Facebook's housing advertisement discrimination is what happens when the ethics of data collection and usage are not considered. There had to have been multiple levels of management and third parties who let this happen for profit, does one need any more proof for the need of more education in Data Ethics?
If regulations regarding Data Ethics are not imposed onto large companies and enforced, then situations where data is collected and used harmfully will undoubtedly occur.
This ban on the use of FHA-covered demographics to discriminate in housing needs to be applied more generally to the commercial use of data, with limits on the collection and usage of such data for direct commercial benefit.
This is how we can limit data discrimination in other forms of advertisement as well, and other algorithms based on user activity/demographics.
The response to unethical data usage by the U.S. Department of Housing and Urban Development (HUD) as well as the more contemporary reaction of trying to ban TikTok shows that America has a vested interest in preventing frivolous data usage, we are simply not tempering that interest as we should be.

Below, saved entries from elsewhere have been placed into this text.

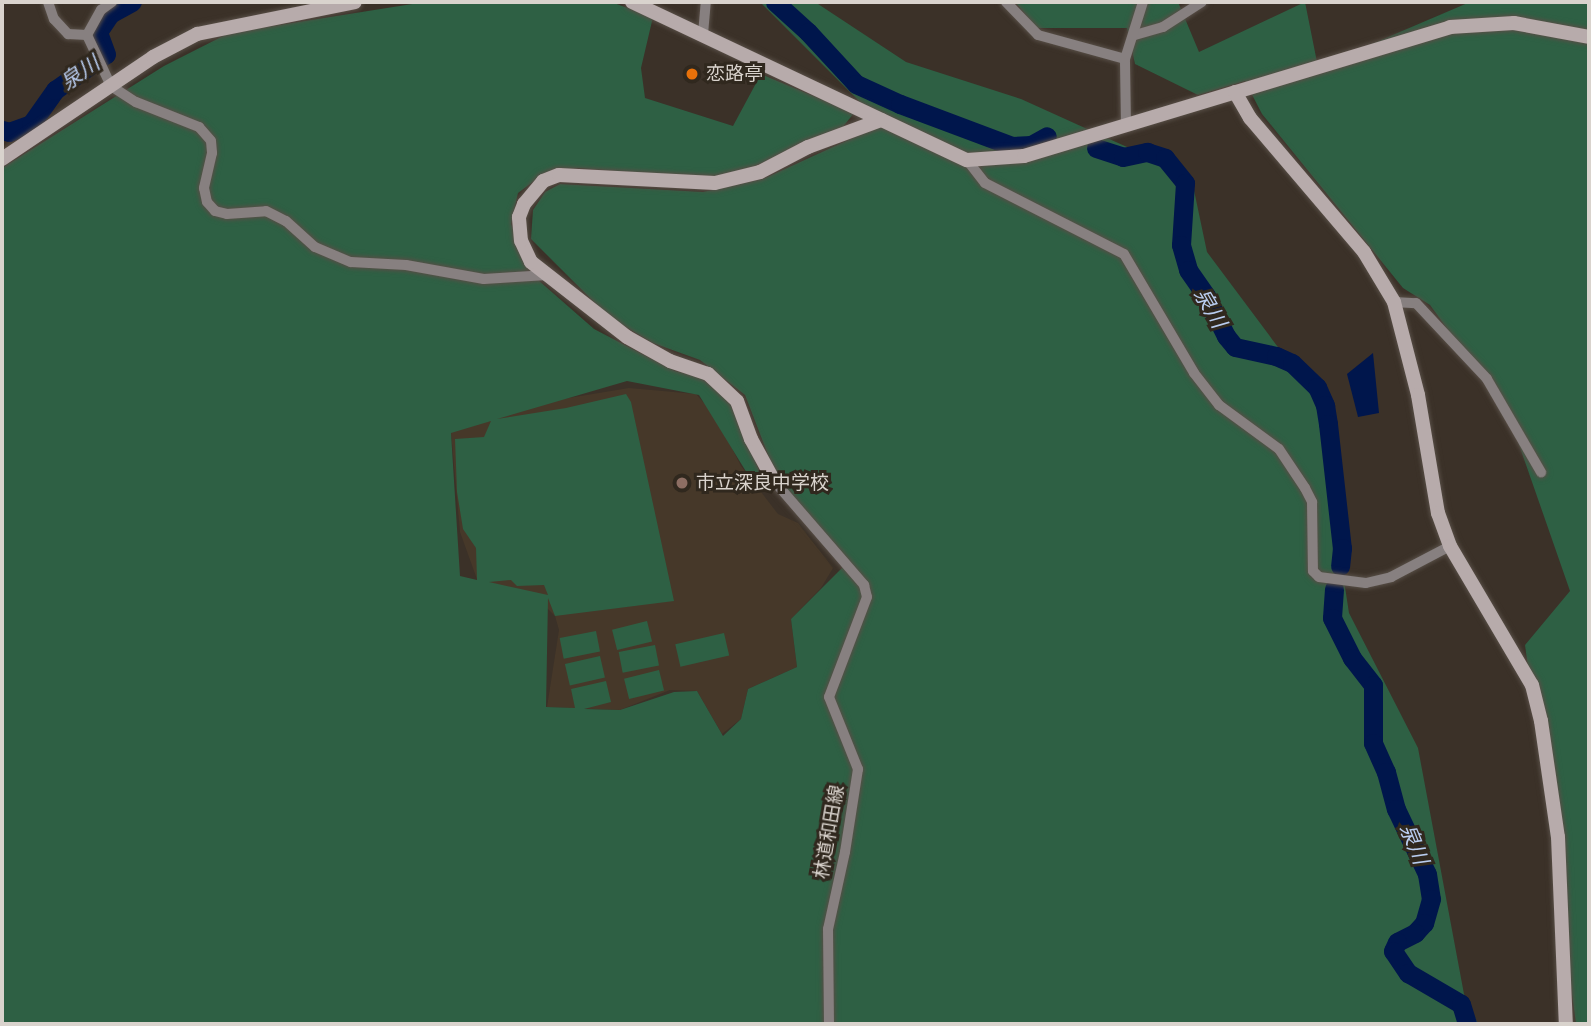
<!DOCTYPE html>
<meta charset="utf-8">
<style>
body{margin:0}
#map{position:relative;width:1591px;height:1026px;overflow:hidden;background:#3b3128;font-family:"PT Sans","Noto Sans JP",sans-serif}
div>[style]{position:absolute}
.built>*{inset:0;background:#463829}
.green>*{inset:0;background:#2e6044;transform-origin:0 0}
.water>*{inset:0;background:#00164c}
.river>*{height:19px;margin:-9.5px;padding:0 9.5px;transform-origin:9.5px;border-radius:9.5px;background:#00164c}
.roads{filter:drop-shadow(0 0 2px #574e46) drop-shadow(0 0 2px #574e46)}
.street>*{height:10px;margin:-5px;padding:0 5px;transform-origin:5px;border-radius:5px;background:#878080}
.secondary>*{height:14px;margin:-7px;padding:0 7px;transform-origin:7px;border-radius:7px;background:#b7abab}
.dots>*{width:19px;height:19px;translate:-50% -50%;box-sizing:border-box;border:4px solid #30281e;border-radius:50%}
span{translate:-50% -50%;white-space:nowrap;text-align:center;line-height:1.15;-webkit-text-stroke:6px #30281e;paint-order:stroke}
.poi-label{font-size:19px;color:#d9d3cd}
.left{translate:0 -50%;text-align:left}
.street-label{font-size:19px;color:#d9d3cd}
.water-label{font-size:21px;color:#b9cdf0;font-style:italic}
.frame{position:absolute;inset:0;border:4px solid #d9d3cd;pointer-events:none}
</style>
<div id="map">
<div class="built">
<i style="clip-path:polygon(629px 388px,696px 394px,715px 415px,741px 466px,778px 514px,798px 523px,833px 568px,821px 588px,791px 619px,797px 667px,748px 689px,741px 719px,722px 734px,697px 691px,670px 690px,620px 710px,547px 707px,559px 630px,555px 616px,536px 597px,478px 582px,460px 532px,451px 432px,514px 407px)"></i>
</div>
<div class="green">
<i style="clip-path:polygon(evenodd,425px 2px,611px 2px,653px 17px,641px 68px,645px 98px,733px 126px,761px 74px,854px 113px,842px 128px,748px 169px,710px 178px,578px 168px,546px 172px,518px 193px,511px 224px,537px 279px,594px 329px,675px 371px,700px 377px,729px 401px,762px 477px,750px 478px,699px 395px,627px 381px,497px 419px,566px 408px,626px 394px,631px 402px,674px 601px,555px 616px,548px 598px,546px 707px,575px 708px,571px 689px,606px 681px,611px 702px,584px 709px,620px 710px,674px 692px,697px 691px,723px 736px,741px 719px,748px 689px,797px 667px,791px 619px,846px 564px,778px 481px,745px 395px,700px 360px,653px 343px,609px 317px,531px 239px,533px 210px,545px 192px,560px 184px,703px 192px,763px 179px,870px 130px,865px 107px,760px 2px,815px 2px,906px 62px,1021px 99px,1191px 176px,1207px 252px,1316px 398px,1349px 613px,1418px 748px,1464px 994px,1478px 1024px,2px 1024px,2px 168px,164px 66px,229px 33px,425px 2px,491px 421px,484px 437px,455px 439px,457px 492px,463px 529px,476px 548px,477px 580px,460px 576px,451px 433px,491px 421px,425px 2px,511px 580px,517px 586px,544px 585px,548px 595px,489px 582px,511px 580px)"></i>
<i style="clip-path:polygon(1015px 2px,1178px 2px,1199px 52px,1305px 2px,1318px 67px,1470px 2px,1589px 2px,1589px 1024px,1576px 1024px,1525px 645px,1570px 591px,1508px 413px,1430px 305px,1403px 288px,1262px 114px,1245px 81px,1198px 95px,1135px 64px,1127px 28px,1037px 28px)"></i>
<i style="left:647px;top:621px;width:21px;height:36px;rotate:76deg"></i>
<i style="left:596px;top:631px;width:21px;height:37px;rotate:79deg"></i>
<i style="left:724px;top:633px;width:23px;height:50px;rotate:77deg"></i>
<i style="left:655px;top:645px;width:21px;height:37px;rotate:79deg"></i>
<i style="left:600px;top:656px;width:22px;height:36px;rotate:77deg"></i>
<i style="left:659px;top:670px;width:21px;height:36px;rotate:76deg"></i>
</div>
<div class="water">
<i style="clip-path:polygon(1373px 353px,1379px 413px,1358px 417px,1347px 374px)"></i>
</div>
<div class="river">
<i style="left:775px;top:2px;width:45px;rotate:42.3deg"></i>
<i style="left:808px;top:32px;width:71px;rotate:47.3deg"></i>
<i style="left:856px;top:84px;width:48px;rotate:24.4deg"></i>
<i style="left:900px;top:104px;width:120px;rotate:20.6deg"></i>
<i style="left:1012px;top:146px;width:19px;rotate:-3deg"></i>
<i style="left:1031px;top:145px;width:18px;rotate:-29deg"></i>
<i style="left:2px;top:130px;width:7px;rotate:16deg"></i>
<i style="left:9px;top:132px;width:23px;rotate:-20deg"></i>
<i style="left:31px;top:124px;width:42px;rotate:-54.8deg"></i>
<i style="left:55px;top:90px;width:62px;rotate:-35.2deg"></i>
<i style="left:106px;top:54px;width:23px;rotate:-110deg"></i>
<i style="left:98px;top:32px;width:22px;rotate:-56deg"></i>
<i style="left:110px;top:14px;width:25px;rotate:-29deg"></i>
<i style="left:1096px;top:148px;width:28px;rotate:18deg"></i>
<i style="left:1123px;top:157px;width:25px;rotate:-12deg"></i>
<i style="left:1147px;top:152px;width:19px;rotate:18deg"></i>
<i style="left:1165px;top:158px;width:32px;rotate:51deg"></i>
<i style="left:1185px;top:183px;width:62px;rotate:93.7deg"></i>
<i style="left:1181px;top:245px;width:26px;rotate:74deg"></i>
<i style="left:1188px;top:270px;width:32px;rotate:55deg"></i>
<i style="left:1206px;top:296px;width:45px;rotate:63.4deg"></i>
<i style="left:1226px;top:336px;width:14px;rotate:51deg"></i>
<i style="left:1235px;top:347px;width:42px;rotate:12.4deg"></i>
<i style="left:1276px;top:356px;width:17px;rotate:24deg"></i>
<i style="left:1292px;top:363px;width:35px;rotate:44deg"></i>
<i style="left:1317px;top:387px;width:20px;rotate:66deg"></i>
<i style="left:1325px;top:405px;width:19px;rotate:81deg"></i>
<i style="left:1328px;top:424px;width:125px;rotate:83.6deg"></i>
<i style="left:1342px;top:548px;width:18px;rotate:96deg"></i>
<i style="left:1334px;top:589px;width:29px;rotate:94deg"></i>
<i style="left:1332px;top:618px;width:45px;rotate:63.4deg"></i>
<i style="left:1352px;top:658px;width:34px;rotate:52deg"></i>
<i style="left:1373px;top:685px;width:58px;rotate:90deg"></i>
<i style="left:1373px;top:743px;width:32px;rotate:66deg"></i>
<i style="left:1386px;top:772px;width:38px;rotate:75deg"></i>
<i style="left:1396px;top:809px;width:72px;rotate:64.5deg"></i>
<i style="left:1427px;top:874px;width:25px;rotate:81deg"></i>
<i style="left:1431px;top:899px;width:25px;rotate:106deg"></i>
<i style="left:1424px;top:923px;width:13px;rotate:132deg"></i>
<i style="left:1415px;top:933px;width:20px;rotate:153deg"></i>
<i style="left:1397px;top:942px;width:10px;rotate:114deg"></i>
<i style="left:1393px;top:951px;width:27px;rotate:56deg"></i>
<i style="left:1408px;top:973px;width:61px;rotate:30.3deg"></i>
<i style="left:1461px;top:1004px;width:21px;rotate:73deg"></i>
</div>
<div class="roads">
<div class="street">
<i style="left:48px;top:2px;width:18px;rotate:71deg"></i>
<i style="left:54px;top:19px;width:21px;rotate:47deg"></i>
<i style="left:68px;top:34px;width:19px;rotate:3deg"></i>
<i style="left:1006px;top:2px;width:46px;rotate:45.9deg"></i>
<i style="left:1038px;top:35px;width:90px;rotate:15.4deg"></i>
<i style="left:703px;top:34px;width:32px;rotate:-85deg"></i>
<i style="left:87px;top:35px;width:56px;rotate:64.8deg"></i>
<i style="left:111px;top:86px;width:30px;rotate:33deg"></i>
<i style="left:136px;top:102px;width:68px;rotate:21.6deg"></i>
<i style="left:199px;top:127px;width:18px;rotate:49deg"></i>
<i style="left:211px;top:141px;width:12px;rotate:85deg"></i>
<i style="left:212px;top:153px;width:36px;rotate:103deg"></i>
<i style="left:204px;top:188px;width:14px;rotate:78deg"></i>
<i style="left:207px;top:202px;width:12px;rotate:48deg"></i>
<i style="left:215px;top:211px;width:12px;rotate:14deg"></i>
<i style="left:227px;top:214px;width:39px;rotate:-4deg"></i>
<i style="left:266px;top:211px;width:22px;rotate:27deg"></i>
<i style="left:286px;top:221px;width:39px;rotate:42deg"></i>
<i style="left:315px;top:247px;width:39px;rotate:23deg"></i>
<i style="left:351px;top:262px;width:55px;rotate:3.1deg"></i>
<i style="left:406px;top:265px;width:79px;rotate:10.2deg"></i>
<i style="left:484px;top:279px;width:63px;rotate:-3.6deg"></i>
<i style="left:87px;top:35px;width:29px;rotate:-61deg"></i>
<i style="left:101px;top:10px;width:14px;rotate:-36deg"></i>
<i style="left:1135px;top:35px;width:29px;rotate:-16deg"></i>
<i style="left:1163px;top:27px;width:46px;rotate:-32.7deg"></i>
<i style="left:1126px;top:126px;width:67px;rotate:-90.9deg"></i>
<i style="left:1125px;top:59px;width:60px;rotate:-72.5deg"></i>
<i style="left:967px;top:160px;width:29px;rotate:52deg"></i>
<i style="left:985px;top:183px;width:156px;rotate:27.1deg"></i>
<i style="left:1124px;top:254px;width:138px;rotate:59.5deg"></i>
<i style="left:1194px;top:373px;width:41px;rotate:52deg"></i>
<i style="left:1219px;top:405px;width:74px;rotate:36.3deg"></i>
<i style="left:1279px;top:449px;width:47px;rotate:56.3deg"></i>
<i style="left:1305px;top:488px;width:16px;rotate:63deg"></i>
<i style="left:1312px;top:502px;width:69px;rotate:89.2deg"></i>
<i style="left:1313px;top:571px;width:8px;rotate:45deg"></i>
<i style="left:1319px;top:577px;width:47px;rotate:7.3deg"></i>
<i style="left:1366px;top:583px;width:26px;rotate:-13deg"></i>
<i style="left:1391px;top:577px;width:67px;rotate:-27.7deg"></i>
<i style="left:1394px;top:302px;width:22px;rotate:3deg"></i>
<i style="left:1416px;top:303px;width:104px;rotate:46.9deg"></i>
<i style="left:1487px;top:379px;width:108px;rotate:59.9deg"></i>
<i style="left:774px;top:481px;width:138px;rotate:49.1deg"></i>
<i style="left:864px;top:585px;width:12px;rotate:76deg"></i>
<i style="left:867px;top:597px;width:107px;rotate:110.8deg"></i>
<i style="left:829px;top:697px;width:78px;rotate:68.1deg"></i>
<i style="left:858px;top:769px;width:84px;rotate:98.9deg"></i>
<i style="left:845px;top:852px;width:79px;rotate:102.4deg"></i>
<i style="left:828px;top:929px;width:95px;rotate:89.4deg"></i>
</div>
<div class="secondary">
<i style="left:632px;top:2px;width:370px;rotate:25.3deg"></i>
<i style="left:967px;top:160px;width:57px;rotate:-4deg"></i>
<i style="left:1024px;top:156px;width:445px;rotate:-16.8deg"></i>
<i style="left:1450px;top:27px;width:64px;rotate:-3.6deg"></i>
<i style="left:1514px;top:23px;width:76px;rotate:10.6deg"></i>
<i style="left:1235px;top:92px;width:30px;rotate:60deg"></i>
<i style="left:1250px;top:118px;width:176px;rotate:49.6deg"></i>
<i style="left:1364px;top:252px;width:58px;rotate:59deg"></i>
<i style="left:1394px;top:302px;width:96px;rotate:75.5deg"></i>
<i style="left:1418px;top:395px;width:120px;rotate:80.4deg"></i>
<i style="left:1438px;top:513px;width:35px;rotate:70deg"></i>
<i style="left:1450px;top:546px;width:161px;rotate:59.5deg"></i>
<i style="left:1532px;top:685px;width:37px;rotate:76deg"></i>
<i style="left:1541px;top:721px;width:117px;rotate:81.7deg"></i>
<i style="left:1558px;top:837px;width:187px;rotate:87.6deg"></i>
<i style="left:2px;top:159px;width:182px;rotate:-34deg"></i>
<i style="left:153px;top:57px;width:50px;rotate:-27.6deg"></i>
<i style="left:197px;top:34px;width:161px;rotate:-11.4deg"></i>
<i style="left:774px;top:481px;width:48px;rotate:-118.7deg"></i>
<i style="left:751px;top:439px;width:40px;rotate:-110.2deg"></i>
<i style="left:737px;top:401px;width:40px;rotate:-137deg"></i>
<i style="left:708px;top:374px;width:40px;rotate:-161.1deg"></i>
<i style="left:670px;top:361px;width:49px;rotate:-150.8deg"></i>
<i style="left:627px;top:337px;width:122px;rotate:-142deg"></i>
<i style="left:531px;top:262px;width:23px;rotate:-115deg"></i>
<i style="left:521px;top:241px;width:24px;rotate:-95deg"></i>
<i style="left:519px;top:217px;width:14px;rotate:-69deg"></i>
<i style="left:524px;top:204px;width:30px;rotate:-50deg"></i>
<i style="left:543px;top:181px;width:17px;rotate:-21deg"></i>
<i style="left:559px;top:175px;width:156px;rotate:2.9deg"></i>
<i style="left:715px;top:183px;width:46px;rotate:-13.7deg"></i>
<i style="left:760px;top:172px;width:54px;rotate:-27.5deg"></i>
<i style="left:808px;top:147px;width:78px;rotate:-20.3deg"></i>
</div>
</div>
<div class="dots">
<i style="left:692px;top:74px;background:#e8710a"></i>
<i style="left:682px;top:483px;background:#8d6e63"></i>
</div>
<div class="poi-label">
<span class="left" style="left:706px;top:74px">恋路亭</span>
<span class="left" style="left:696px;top:483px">市立深良中学校</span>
</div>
<div class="street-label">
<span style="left:829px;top:832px;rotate:-80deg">林道和田線</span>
</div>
<div class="water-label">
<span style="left:80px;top:73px;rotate:-35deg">泉川</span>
<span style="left:1210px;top:308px;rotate:60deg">泉川</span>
<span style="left:1414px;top:844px;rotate:68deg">泉川</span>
</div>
<div class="frame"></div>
</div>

If we nurture a culture and laws surrounding data treatment that does not permit the usage of data such as FHA-protected characteristics for commercial use of any kind, then we are taking steps towards removing systems of oppression that are built-in directly to our society. If the only way to prevent commercial discrimination is to make it illegal enough to be cost-prohibitive, we have to do so.
The ethicality of data collection and usage in relation to advertising is an ongoing question, because isn’t the very act of ad-targeting discrimination? When the goal is to discriminate between which people and groups want certain products, FHA-protected characteristics seem like they could be some of the most important factors in classifying customers. We begin to see issue with this when it comes to housing, as that obviously has a more extreme effect on lives than a simple cosmetic ad for example, but the process is similar. Advertisement is discrimination, it falls on us to decide how okay with that we are.
Given the proposed changes to Facebook’s machine learning algorithms that will remove the algorithm’s access to FHA-protected characteristics about a customer, what will be done if one of these characteristics is unknowingly found through data analysis, and used in discrimination through classification just the same? Data science tells us that if any of these protected characteristics are important enough to the variation in the dataset, then it is entirely possible the data can be re-organized into separating by a protected characteristic without even knowing what it is. Is this still a violation of FHA? I say no, but what does it matter if the discriminatory affect ends up the same? Is double-blind discrimination any better than complacent discrimination if the affect is no different?
Because of situations such as this, I see data science as a tool where responsibility and care need to be taken in every step of the data collection and usages processes when it comes to involve real, human lives.